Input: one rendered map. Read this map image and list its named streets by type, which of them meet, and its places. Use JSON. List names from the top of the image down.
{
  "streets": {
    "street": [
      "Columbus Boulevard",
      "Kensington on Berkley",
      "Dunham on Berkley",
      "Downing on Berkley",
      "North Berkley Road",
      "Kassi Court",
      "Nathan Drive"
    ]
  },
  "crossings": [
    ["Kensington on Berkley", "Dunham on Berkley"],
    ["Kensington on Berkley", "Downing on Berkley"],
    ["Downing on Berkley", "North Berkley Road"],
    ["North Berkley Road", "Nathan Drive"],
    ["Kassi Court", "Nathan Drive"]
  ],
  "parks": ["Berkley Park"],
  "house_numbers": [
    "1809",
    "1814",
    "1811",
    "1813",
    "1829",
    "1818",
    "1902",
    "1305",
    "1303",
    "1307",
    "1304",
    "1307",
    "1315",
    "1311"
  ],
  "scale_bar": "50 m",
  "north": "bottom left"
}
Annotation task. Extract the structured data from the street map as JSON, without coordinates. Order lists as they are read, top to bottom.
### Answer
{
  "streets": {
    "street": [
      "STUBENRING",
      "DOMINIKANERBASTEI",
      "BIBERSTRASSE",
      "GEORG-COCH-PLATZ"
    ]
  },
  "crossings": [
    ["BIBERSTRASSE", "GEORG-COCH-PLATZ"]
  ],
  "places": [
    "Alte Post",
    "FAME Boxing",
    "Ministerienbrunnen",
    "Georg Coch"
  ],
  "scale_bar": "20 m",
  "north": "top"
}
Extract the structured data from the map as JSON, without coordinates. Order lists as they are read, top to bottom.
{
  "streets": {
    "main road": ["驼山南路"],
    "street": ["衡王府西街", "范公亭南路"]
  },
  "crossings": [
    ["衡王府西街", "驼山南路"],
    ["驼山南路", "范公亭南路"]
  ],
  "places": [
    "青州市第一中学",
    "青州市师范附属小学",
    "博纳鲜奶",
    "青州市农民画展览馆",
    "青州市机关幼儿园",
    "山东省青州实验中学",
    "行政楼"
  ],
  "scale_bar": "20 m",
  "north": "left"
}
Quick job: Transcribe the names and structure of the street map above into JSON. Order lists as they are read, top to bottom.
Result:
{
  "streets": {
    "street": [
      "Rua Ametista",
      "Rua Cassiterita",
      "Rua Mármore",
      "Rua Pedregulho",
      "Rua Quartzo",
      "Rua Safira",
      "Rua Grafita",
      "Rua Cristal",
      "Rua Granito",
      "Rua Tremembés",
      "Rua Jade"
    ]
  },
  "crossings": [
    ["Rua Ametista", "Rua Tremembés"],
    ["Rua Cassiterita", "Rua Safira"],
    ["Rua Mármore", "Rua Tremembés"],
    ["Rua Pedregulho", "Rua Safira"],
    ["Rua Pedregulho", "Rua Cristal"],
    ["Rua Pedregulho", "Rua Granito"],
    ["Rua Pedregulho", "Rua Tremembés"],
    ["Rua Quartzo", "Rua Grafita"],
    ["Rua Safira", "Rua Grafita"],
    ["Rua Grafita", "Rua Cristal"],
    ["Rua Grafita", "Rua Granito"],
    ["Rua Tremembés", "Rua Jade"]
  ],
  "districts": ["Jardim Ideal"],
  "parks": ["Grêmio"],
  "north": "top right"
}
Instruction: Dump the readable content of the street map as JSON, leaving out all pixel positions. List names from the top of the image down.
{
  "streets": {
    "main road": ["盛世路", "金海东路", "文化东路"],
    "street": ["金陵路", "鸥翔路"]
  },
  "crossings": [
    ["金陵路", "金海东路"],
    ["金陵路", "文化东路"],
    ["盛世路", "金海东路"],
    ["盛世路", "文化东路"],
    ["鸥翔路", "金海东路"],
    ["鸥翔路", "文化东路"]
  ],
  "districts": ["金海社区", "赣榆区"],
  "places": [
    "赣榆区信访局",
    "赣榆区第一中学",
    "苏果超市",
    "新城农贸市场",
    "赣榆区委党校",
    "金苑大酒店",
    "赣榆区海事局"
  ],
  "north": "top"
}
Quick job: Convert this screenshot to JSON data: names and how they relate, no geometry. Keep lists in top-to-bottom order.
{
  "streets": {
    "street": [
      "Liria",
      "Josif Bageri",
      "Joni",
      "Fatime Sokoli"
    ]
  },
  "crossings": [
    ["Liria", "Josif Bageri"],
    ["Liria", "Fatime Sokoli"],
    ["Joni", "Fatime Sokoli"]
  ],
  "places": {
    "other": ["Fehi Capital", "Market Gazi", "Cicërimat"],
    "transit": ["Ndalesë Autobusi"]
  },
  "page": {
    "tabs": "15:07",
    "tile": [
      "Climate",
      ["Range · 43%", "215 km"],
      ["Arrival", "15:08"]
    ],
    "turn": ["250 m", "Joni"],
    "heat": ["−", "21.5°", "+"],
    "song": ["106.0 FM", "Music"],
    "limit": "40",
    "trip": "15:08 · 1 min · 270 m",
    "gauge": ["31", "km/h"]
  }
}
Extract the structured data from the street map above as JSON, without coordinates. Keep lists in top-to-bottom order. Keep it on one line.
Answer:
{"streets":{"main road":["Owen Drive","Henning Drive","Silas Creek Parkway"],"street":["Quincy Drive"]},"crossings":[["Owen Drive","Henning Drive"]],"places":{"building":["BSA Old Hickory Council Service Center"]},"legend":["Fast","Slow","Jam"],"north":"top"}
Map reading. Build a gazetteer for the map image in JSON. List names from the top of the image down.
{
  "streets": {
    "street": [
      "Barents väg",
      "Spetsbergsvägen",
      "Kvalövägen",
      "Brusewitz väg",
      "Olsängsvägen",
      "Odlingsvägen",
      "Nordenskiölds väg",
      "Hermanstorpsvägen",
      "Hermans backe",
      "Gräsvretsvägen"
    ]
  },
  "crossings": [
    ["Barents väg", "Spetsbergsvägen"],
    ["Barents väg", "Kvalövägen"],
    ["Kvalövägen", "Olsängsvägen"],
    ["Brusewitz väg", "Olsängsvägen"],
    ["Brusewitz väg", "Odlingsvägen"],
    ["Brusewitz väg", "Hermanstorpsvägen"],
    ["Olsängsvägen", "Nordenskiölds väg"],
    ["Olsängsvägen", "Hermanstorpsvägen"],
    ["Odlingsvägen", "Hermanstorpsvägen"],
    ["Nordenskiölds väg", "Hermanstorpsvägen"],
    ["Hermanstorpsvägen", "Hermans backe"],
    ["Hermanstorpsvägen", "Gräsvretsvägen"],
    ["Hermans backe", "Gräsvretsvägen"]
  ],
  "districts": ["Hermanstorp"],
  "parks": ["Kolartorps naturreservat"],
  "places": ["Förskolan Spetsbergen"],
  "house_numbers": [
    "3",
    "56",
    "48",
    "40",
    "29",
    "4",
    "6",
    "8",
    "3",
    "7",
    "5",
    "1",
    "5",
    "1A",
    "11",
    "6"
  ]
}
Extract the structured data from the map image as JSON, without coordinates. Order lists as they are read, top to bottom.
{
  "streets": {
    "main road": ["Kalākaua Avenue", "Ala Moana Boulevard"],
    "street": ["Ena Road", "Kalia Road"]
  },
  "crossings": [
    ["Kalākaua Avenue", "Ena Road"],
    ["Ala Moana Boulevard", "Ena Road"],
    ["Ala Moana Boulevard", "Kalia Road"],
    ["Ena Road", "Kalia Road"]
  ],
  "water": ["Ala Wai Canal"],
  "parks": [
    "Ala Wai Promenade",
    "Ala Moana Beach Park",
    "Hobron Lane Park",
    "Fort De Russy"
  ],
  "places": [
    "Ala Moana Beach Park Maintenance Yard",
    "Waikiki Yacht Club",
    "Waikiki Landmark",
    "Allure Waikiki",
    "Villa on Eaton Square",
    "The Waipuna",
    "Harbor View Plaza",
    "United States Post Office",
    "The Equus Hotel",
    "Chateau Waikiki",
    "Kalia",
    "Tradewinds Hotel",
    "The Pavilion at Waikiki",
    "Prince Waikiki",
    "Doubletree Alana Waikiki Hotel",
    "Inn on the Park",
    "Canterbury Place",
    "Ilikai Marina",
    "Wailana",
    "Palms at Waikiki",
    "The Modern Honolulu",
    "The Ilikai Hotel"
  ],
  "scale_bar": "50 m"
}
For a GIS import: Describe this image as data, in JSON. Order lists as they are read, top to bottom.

++++++++++

- **PROBLEM TO WORK ON**
When you answer, output each line of the data exactly as given, from its first line up to and including the one with "Annotation task. Extract".

- **FINAL ANSWER**
Input: one rendered map. Read this map image and list its named streets by type, which of them meet, and its places. Use JSON. List names from the top of the image down.
{
  "streets": {
    "street": [
      "Columbus Boulevard",
      "Kensington on Berkley",
      "Dunham on Berkley",
      "Downing on Berkley",
      "North Berkley Road",
      "Kassi Court",
      "Nathan Drive"
    ]
  },
  "crossings": [
    ["Kensington on Berkley", "Dunham on Berkley"],
    ["Kensington on Berkley", "Downing on Berkley"],
    ["Downing on Berkley", "North Berkley Road"],
    ["North Berkley Road", "Nathan Drive"],
    ["Kassi Court", "Nathan Drive"]
  ],
  "parks": ["Berkley Park"],
  "house_numbers": [
    "1809",
    "1814",
    "1811",
    "1813",
    "1829",
    "1818",
    "1902",
    "1305",
    "1303",
    "1307",
    "1304",
    "1307",
    "1315",
    "1311"
  ],
  "scale_bar": "50 m",
  "north": "bottom left"
}
Annotation task. Extract the structured data from the street map as JSON, without coordinates. Order lists as they are read, top to bottom.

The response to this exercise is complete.